A groundbreaking aviator.
Journalist Shapiro, unsatisfied with “whitewashed” biographies of Amelia Earhart, offers an evenhanded portrait of the iconic aviator, focusing on her relationship with publishing tycoon George P. Putnam. In 1921, Earhart was living in Los Angeles when she took her first flight and felt “unexpectedly” drawn to flying; lessons led to performances in air rodeos and some local acclaim. In 1927, while teaching English in a Boston settlement house, she was also working at a fledging airfield, when she came to Putnam’s attention. A wheeler-dealer known as the publishing world’s P.T. Barnum, he was looking for a woman to sign on as a passenger for a transatlantic flight. Immediately, he felt smitten with the charming young Earhart; she was drawn to the adventure. To her surprise, the flight made her a star. “Wherever Amelia went,” Shapiro writes, “she ignited a frenzy of excitement that not only thrilled audiences but also allowed George to revel in her reflected glory.” She took tea with George Bernard Shaw, sat in a box at Wimbledon, dined with Lady Astor, and was showered with ticker tape in parades in New York and Boston.
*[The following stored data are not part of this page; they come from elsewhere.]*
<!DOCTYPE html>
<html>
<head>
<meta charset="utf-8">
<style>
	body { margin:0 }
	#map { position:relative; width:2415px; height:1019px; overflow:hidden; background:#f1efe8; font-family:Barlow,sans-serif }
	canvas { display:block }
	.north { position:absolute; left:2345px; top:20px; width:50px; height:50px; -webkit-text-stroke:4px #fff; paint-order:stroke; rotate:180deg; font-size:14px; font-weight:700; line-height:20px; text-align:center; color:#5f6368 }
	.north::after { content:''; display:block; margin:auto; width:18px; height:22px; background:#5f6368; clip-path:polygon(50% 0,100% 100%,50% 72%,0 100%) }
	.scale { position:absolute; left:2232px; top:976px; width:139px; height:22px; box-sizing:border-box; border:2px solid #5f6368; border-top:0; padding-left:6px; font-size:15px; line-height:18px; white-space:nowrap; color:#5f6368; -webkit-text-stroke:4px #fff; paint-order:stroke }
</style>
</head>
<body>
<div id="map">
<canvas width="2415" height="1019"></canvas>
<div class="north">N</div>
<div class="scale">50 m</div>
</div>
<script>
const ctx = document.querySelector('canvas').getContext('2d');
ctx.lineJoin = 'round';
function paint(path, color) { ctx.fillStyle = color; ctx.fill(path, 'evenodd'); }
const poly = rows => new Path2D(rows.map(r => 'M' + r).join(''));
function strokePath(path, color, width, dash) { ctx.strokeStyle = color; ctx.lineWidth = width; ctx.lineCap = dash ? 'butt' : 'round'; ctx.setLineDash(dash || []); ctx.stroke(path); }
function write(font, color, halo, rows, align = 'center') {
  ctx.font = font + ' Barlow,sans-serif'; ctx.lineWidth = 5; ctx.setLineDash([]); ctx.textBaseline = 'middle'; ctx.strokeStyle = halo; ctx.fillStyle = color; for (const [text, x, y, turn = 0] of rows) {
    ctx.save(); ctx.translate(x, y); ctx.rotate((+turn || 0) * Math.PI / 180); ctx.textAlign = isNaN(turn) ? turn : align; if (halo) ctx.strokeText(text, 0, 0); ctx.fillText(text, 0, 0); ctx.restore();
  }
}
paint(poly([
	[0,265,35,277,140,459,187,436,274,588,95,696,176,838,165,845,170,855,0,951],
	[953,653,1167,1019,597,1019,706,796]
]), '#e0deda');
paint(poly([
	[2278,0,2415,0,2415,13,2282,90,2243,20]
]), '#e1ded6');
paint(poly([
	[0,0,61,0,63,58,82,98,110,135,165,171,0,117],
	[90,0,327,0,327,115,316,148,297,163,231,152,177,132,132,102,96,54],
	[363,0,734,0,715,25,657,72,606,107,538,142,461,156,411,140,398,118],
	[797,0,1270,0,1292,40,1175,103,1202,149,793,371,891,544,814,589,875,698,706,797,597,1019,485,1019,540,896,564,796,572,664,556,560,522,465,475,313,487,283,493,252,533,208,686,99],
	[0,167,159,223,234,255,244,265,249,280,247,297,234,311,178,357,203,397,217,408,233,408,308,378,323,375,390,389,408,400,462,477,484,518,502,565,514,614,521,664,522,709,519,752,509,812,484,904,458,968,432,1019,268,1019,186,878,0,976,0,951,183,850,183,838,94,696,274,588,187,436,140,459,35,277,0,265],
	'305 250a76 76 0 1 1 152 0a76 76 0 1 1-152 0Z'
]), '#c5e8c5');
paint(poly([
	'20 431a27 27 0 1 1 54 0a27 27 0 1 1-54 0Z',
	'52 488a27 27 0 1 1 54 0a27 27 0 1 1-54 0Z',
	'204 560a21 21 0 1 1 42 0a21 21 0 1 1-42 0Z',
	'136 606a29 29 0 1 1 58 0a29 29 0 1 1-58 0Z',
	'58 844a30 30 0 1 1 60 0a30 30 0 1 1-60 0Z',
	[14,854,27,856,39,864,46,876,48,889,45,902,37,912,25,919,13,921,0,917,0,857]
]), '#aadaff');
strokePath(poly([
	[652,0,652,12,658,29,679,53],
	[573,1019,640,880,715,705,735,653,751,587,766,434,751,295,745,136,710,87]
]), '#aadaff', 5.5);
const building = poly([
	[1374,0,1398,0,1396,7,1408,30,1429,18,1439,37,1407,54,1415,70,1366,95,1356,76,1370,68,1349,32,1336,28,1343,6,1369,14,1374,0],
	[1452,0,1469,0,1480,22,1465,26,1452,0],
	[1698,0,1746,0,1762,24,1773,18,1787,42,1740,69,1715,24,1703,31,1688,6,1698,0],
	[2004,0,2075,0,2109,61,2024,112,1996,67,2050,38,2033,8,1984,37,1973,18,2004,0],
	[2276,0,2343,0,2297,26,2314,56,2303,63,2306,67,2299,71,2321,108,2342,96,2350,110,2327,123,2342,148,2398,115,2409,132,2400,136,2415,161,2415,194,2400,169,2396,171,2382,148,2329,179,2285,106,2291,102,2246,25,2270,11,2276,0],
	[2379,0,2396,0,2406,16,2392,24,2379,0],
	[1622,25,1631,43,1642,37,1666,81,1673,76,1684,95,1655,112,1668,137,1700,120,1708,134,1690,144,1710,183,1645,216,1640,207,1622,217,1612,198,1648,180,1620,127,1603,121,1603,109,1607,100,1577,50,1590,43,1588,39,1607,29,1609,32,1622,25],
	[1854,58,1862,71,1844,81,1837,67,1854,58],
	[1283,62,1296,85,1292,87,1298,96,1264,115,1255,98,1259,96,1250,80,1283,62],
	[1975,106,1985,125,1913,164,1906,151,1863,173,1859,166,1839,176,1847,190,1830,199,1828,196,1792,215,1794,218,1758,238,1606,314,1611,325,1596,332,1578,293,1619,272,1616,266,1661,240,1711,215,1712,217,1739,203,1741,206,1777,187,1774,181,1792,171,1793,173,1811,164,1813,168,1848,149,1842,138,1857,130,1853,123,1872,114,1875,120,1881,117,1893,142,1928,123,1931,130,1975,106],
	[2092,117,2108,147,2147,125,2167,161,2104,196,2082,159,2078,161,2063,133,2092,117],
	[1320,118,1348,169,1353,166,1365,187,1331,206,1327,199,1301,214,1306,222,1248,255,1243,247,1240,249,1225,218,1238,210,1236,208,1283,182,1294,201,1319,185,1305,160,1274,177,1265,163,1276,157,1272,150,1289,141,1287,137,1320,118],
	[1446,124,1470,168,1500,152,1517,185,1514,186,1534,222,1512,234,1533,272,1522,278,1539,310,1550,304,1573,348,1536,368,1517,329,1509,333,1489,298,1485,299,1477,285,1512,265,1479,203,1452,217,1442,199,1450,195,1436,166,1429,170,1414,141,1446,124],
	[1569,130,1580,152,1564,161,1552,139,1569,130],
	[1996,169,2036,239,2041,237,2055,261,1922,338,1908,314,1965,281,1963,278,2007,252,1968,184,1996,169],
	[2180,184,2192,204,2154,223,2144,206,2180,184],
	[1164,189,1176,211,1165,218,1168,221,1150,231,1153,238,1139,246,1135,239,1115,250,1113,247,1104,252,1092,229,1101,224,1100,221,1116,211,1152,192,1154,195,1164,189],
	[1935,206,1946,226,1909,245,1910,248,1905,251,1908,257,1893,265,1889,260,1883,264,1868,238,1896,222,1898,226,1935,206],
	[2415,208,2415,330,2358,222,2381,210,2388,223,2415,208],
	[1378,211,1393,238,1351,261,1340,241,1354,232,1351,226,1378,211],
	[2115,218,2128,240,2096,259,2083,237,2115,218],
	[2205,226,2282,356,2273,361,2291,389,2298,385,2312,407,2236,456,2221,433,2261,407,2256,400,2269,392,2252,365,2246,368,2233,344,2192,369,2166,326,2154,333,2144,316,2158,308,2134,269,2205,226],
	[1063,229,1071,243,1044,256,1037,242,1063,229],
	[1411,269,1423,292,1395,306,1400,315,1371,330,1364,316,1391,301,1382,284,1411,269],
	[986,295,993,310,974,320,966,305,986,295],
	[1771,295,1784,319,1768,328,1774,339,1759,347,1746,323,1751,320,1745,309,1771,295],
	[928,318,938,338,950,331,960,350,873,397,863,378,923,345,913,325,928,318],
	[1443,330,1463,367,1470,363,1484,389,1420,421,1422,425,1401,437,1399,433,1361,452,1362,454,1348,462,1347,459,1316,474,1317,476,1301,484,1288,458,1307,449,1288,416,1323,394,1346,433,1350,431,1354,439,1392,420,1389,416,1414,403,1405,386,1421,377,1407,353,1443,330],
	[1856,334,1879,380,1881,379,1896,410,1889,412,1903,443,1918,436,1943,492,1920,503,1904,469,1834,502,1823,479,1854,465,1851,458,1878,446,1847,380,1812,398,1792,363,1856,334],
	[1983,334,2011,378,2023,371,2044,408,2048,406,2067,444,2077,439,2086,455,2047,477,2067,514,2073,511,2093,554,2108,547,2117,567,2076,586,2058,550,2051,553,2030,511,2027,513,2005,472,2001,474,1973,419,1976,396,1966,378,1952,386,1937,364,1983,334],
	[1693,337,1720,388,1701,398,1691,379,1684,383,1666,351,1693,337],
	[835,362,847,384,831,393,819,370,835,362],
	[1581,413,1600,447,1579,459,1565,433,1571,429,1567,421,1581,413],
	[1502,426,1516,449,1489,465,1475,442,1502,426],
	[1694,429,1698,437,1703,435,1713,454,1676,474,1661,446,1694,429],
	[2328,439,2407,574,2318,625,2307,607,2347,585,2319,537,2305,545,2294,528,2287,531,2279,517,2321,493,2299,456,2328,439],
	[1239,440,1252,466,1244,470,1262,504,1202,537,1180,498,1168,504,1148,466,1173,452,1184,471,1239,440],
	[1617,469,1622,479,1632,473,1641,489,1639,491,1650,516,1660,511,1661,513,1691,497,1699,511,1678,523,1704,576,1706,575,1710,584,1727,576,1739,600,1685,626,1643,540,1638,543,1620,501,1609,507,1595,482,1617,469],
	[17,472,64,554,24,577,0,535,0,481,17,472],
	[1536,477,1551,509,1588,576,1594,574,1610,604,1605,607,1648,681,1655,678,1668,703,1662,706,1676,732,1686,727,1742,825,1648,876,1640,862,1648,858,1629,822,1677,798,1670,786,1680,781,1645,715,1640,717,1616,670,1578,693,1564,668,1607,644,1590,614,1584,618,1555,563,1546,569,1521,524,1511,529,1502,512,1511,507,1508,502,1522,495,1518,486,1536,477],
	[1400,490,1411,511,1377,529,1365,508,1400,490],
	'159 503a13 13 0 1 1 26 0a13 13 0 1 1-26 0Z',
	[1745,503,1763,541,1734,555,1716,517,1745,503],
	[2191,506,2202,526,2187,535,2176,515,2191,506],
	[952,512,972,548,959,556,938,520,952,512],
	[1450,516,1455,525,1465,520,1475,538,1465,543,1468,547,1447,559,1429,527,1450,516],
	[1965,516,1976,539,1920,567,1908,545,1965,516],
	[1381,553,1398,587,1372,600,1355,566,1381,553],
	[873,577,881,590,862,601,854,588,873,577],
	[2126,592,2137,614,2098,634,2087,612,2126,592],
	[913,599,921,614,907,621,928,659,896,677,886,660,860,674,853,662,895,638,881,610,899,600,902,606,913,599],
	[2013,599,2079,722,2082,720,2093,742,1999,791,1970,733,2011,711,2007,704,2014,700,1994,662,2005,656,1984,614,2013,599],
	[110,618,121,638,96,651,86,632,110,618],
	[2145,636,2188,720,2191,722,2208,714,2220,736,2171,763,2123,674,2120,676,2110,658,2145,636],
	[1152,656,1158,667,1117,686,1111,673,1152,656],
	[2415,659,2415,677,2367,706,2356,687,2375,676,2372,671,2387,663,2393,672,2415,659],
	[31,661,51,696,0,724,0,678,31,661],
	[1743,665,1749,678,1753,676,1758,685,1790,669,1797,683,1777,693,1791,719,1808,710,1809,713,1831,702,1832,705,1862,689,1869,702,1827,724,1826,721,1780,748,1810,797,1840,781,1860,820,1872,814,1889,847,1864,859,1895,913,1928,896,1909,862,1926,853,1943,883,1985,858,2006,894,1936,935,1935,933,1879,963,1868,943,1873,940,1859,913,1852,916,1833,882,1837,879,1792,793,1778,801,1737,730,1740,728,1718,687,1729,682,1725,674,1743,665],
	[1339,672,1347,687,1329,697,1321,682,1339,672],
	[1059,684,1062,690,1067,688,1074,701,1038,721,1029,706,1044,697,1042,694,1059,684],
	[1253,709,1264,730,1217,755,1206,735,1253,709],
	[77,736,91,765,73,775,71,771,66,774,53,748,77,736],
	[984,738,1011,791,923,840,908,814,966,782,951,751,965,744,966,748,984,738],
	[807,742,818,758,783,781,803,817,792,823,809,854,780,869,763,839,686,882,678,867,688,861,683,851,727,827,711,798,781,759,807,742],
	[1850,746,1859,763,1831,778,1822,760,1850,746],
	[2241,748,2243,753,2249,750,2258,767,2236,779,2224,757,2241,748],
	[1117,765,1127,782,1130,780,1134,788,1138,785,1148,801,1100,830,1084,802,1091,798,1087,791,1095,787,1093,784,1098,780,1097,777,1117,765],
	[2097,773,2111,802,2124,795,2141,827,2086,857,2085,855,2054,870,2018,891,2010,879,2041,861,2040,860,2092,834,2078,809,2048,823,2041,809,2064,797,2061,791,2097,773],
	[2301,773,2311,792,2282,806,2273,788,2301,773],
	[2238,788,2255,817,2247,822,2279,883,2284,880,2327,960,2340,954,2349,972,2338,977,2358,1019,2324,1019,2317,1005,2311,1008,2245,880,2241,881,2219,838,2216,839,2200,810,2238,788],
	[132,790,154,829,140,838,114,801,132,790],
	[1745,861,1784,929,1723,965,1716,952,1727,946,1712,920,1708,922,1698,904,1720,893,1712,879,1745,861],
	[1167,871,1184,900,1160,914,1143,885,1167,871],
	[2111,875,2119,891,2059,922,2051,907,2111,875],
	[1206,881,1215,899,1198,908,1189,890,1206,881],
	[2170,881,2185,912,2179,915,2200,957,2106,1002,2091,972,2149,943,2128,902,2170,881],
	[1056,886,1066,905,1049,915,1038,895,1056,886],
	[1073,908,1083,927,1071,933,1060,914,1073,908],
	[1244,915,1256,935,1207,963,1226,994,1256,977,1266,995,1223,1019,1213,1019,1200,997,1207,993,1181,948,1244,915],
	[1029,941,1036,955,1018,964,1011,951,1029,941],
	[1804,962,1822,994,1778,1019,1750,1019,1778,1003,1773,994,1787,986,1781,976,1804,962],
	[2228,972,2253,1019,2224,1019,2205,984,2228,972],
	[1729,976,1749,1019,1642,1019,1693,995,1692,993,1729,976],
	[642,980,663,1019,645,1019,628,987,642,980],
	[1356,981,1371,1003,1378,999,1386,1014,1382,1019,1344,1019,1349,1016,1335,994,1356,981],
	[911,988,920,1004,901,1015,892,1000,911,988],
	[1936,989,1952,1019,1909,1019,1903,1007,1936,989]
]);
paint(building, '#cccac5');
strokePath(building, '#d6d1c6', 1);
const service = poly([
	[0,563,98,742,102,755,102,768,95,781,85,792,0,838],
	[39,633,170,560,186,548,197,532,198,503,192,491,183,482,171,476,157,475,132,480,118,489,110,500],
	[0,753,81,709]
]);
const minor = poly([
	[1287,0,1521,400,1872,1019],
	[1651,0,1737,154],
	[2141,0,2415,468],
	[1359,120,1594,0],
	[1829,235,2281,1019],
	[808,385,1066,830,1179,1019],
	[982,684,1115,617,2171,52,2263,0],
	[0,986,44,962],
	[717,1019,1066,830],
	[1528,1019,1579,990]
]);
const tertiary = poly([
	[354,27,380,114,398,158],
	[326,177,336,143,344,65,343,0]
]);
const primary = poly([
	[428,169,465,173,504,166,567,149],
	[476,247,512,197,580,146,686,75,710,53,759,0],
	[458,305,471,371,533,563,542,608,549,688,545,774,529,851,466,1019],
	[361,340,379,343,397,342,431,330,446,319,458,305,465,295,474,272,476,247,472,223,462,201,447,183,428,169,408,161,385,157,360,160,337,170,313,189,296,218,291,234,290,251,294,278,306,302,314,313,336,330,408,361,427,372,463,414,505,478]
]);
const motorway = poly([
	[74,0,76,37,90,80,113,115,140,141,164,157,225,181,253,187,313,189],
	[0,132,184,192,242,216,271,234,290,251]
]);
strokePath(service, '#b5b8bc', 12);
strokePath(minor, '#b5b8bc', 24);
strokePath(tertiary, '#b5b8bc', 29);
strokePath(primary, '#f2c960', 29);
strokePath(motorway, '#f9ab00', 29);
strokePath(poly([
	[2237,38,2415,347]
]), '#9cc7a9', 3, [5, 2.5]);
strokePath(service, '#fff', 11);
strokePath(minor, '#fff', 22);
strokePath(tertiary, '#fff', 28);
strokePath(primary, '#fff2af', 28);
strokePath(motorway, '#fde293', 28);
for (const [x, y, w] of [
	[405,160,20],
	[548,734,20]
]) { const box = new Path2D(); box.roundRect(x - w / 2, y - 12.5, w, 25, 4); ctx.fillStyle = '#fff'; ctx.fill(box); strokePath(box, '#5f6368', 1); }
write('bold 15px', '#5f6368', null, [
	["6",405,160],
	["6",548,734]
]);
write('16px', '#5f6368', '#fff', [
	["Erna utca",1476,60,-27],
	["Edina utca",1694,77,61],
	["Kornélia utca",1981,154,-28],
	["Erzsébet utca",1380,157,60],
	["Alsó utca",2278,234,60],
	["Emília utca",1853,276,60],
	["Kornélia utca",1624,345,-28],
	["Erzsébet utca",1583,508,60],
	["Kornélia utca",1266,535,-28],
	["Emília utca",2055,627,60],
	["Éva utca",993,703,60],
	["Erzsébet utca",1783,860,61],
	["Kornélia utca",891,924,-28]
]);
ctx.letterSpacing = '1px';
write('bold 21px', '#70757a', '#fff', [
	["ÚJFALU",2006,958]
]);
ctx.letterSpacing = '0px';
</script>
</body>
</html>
Putnam became her wily manager, tireless publicist, and, in 1931, after repeated proposals, her husband. He profited financially, to be sure, from her feats: the longest nonstop flight by a woman and the fastest crossing of the Atlantic; the first woman to fly solo nonstop from coast to coast, setting a woman’s speed record; the first person to fly solo across the Pacific. In 1937, she embarked on her most challenging—and final—flight: around the world. Capturing the tension and peril of early flying, Shapiro conveys, as well, Earhart’s unflagging ambition and courage.
A sympathetic, well-researched biography.